The latter equation represents the secondary space defined by the three scalar parameters a, b, and c. The areas have an elliptical shape, and these shapes are labeled as sales points ( ) Determines the anisotropy in the toughness of the substrate. In the long axis direction, Is relatively low and the accuracy in the direction perpendicular to the long axis is relatively high. All points in the region ( ) Can be written as salient for the same range. Illustratively, FIG. 4 shows the shape 41 of region 42 of a specific sale point 43 for a particular sales function (S ()).

The extension of sales points to appropriate regions requires that the matching process (22 in FIGS. 2 and 3) be redefined. Let W be a sales point and W be a watermark. Quot; soft " condition for checking whether the watermark is in contact with the watermark is for some small < RTI ID = 0.0 >

To be ∈W. In this way, while the local anisotropy is simultaneously described in the image, the matching of the set S of sales points and the watermark W is softly determined. 5 shows an example of two sale points 51 and 52 and a watermark pattern 53. In FIG. Although the sale points themselves lie on the watermark, they are defined as lying in contact with the watermark, since there is at least one point of the corresponding area lying in contact with the watermark. One such point is represented by 54 in the drawing.
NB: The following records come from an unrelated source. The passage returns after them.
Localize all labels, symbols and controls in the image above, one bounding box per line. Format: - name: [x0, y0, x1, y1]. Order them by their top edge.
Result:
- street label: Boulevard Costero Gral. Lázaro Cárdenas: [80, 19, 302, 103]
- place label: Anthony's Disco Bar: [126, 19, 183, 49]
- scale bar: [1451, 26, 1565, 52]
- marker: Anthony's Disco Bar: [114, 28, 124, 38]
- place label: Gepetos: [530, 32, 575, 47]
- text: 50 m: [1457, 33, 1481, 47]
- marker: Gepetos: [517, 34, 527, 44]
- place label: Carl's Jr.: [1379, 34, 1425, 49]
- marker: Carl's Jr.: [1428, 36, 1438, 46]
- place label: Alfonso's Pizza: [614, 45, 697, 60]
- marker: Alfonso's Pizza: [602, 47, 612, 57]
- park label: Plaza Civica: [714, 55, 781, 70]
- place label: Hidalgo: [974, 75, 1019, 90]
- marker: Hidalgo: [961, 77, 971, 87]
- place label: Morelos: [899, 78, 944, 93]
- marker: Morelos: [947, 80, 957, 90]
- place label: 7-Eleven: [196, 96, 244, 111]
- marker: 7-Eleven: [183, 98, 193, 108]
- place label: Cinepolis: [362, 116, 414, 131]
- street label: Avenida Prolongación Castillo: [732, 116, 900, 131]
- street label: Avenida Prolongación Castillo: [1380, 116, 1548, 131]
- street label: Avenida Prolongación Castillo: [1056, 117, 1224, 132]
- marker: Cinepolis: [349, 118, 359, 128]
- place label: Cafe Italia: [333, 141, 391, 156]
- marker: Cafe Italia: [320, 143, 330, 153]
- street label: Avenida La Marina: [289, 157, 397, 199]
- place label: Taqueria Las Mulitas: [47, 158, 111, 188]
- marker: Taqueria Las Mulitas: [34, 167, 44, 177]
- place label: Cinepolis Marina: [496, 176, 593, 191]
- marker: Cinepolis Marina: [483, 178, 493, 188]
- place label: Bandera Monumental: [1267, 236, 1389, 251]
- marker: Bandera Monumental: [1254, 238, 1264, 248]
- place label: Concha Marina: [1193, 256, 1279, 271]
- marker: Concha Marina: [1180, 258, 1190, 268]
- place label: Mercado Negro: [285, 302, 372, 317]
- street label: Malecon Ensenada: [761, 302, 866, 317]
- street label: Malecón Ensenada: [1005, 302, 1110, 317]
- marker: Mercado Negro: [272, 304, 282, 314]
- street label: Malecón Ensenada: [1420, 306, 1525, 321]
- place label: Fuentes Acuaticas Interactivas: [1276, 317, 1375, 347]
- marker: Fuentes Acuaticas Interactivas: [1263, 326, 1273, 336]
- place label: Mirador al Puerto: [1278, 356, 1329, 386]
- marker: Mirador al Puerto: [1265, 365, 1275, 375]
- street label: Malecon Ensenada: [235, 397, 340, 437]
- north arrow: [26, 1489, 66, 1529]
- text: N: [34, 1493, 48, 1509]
The introduction of the client areas also allows alternative embodiments of the decision process. As shown in Figure 2, the crystal unit 23 includes a first analyzer 231, which calculates the percentage of total images covered by an ellipse. The complexity of this computation can be reduced substantially by calculating the percentage for the points of the N randomly selected images. Therefore, the coverage percentage found is expressed as C _random . Alternatively, C _random can be defined as the sum of the distances between the random points and the nearest sales point where the ellipse-metric is used. The second analyzer 232 calculates a similar coverage percentage (C _w ) for the watermark pattern W (or its N random points). Again, C _W is the total sum of the interparticle distances between one watermark point and the nearest sales point using an ellipsometric metric. As a result, the decision unit

, Where T is a given threshold corresponding to the desired false alarm probability.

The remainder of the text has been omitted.